#### Extracted information ####

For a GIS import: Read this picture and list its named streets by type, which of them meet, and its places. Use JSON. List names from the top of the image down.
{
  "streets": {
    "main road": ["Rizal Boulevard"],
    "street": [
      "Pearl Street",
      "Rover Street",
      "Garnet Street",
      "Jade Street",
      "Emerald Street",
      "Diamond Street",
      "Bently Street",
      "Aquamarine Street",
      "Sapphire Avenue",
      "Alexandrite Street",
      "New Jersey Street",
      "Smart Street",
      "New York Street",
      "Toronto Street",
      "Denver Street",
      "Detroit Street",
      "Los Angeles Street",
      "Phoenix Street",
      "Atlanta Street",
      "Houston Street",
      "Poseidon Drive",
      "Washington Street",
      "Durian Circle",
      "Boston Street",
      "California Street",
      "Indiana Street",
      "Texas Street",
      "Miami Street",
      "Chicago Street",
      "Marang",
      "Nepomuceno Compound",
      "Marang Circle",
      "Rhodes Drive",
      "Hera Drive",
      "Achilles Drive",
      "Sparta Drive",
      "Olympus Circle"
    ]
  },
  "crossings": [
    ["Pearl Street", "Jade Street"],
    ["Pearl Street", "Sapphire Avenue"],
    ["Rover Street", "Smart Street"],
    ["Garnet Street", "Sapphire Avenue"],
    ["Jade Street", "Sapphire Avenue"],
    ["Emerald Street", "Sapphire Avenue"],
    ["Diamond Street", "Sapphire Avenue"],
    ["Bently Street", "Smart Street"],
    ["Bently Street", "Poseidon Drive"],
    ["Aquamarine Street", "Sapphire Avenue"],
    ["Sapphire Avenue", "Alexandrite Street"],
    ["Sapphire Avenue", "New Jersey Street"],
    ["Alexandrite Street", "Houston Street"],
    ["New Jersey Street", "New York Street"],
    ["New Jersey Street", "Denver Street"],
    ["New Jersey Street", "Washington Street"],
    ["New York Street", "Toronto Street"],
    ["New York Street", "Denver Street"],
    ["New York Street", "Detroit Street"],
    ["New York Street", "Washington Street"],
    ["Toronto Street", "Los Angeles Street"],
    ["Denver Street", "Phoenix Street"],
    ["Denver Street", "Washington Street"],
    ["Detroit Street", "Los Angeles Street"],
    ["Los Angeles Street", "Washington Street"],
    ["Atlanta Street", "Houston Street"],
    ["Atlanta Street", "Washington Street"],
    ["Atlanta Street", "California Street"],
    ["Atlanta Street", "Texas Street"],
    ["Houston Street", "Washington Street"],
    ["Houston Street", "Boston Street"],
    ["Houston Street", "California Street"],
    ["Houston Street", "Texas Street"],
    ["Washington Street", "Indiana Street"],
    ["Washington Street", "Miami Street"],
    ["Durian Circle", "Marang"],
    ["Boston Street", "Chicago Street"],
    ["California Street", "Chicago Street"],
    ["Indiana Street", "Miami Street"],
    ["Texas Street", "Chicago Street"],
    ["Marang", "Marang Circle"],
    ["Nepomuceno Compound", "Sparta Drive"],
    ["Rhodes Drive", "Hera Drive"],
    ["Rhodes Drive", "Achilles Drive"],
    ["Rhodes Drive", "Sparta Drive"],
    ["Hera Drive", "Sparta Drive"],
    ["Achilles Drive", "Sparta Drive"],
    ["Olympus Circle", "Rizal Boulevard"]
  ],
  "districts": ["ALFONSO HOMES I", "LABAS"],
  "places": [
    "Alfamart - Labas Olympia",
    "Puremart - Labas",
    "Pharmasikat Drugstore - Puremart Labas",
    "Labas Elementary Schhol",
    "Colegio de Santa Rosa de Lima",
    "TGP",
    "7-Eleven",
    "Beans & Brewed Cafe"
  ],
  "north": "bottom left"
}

####

Exercise - Check each line above for the string "Angeles" and copy every line that has it.

Expected answer -
      "Los Angeles Street",
    ["Toronto Street", "Los Angeles Street"],
    ["Detroit Street", "Los Angeles Street"],
    ["Los Angeles Street", "Washington Street"],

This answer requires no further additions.